» YOUR ASSIGNMENT: The records follow. Print, word for word, the first line through the "0 #a2a2a2) drop-shadow(-2px" line.

» DATASET:
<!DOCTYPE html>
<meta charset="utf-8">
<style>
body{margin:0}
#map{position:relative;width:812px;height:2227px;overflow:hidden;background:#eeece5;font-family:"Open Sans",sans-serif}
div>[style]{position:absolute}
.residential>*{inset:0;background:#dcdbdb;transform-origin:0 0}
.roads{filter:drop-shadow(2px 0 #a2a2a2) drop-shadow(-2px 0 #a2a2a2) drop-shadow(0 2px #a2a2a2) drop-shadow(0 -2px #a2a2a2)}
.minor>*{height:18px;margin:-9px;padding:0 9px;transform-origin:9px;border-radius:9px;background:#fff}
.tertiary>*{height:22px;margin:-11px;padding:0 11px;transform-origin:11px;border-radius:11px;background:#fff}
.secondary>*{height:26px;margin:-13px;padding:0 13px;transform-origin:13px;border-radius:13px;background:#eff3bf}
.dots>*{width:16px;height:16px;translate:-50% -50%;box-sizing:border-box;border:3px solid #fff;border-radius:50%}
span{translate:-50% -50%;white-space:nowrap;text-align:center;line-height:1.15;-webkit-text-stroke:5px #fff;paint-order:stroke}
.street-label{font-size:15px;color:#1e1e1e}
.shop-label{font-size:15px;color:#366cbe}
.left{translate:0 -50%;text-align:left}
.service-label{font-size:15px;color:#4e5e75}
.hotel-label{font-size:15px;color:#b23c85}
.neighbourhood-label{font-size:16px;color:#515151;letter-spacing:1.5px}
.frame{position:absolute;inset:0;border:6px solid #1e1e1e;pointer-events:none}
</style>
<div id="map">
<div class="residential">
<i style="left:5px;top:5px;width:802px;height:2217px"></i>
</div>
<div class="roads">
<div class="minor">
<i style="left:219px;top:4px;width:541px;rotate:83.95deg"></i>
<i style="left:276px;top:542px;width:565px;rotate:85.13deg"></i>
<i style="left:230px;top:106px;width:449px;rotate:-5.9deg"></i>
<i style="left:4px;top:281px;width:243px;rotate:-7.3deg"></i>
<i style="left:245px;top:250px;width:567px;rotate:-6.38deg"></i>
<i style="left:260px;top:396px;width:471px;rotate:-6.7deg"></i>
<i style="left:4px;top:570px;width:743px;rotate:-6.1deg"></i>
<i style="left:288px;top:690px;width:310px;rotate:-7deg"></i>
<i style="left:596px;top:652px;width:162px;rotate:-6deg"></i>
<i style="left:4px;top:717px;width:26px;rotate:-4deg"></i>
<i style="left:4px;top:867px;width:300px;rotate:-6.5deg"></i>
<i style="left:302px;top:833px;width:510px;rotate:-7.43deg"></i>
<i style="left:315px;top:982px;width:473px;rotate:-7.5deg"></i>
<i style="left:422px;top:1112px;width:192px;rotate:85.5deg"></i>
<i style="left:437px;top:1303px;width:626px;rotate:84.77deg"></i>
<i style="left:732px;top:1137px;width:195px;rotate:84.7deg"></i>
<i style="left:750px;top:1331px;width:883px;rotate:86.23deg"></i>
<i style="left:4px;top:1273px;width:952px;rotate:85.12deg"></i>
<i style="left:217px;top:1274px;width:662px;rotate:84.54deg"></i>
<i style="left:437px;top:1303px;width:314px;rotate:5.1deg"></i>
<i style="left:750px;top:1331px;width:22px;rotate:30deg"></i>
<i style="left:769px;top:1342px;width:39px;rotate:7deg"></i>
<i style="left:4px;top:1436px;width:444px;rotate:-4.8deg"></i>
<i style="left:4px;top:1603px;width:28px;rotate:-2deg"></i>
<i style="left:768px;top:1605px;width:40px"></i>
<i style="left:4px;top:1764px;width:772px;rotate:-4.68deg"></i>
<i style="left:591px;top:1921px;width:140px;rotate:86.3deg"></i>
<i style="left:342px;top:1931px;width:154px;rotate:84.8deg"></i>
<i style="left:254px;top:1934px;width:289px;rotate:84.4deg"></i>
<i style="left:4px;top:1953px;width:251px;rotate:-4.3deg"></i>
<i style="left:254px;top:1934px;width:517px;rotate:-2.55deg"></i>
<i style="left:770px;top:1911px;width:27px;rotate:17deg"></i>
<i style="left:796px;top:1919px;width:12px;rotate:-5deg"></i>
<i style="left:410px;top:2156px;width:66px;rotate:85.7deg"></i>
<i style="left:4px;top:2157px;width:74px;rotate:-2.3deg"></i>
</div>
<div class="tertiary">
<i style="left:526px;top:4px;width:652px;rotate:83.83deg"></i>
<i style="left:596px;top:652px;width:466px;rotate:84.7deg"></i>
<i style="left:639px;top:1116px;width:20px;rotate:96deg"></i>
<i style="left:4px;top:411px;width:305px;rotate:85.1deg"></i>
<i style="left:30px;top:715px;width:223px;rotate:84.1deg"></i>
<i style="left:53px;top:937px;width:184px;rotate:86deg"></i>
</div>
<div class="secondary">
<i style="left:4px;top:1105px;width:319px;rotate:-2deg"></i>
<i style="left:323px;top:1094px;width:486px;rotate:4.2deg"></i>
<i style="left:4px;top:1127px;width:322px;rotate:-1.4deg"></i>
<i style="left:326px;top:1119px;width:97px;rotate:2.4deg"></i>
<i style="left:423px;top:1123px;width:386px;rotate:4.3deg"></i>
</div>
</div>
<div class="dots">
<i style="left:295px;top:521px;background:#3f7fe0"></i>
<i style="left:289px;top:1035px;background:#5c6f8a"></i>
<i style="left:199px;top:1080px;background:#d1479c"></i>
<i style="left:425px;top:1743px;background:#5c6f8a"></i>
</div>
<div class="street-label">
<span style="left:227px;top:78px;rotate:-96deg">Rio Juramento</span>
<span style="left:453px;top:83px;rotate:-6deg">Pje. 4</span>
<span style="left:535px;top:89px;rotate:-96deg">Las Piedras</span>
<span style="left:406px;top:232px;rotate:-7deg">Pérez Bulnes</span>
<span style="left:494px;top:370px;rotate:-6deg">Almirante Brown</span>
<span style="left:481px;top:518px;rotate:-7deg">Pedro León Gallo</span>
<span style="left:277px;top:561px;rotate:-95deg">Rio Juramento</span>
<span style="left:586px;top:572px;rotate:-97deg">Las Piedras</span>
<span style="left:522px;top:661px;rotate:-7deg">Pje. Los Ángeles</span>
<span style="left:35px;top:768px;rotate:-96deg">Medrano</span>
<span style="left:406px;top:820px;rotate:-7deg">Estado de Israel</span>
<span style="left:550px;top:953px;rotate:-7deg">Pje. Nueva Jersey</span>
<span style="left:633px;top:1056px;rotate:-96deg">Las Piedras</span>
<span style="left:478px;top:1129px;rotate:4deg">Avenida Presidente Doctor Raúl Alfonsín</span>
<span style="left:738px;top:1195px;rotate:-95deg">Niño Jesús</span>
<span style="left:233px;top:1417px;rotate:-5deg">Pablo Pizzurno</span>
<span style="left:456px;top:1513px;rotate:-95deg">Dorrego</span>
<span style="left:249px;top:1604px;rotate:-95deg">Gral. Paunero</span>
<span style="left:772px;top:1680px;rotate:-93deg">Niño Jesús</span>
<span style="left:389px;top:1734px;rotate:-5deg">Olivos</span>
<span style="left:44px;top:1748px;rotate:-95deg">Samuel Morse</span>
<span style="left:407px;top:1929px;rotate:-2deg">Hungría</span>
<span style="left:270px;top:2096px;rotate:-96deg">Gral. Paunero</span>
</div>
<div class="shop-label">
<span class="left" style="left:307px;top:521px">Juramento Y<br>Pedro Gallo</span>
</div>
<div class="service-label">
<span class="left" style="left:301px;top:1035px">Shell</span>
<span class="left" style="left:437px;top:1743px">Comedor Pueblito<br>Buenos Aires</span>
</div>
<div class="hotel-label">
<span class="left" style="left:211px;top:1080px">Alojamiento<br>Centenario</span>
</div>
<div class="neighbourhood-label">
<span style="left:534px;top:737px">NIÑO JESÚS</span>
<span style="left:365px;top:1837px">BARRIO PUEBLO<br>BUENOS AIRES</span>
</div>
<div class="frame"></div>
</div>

» SOLUTION TO THIS EXERCISE:
<!DOCTYPE html>
<meta charset="utf-8">
<style>
body{margin:0}
#map{position:relative;width:812px;height:2227px;overflow:hidden;background:#eeece5;font-family:"Open Sans",sans-serif}
div>[style]{position:absolute}
.residential>*{inset:0;background:#dcdbdb;transform-origin:0 0}
.roads{filter:drop-shadow(2px 0 #a2a2a2) drop-shadow(-2px 0 #a2a2a2) drop-shadow(0 2px #a2a2a2) drop-shadow(0 -2px #a2a2a2)}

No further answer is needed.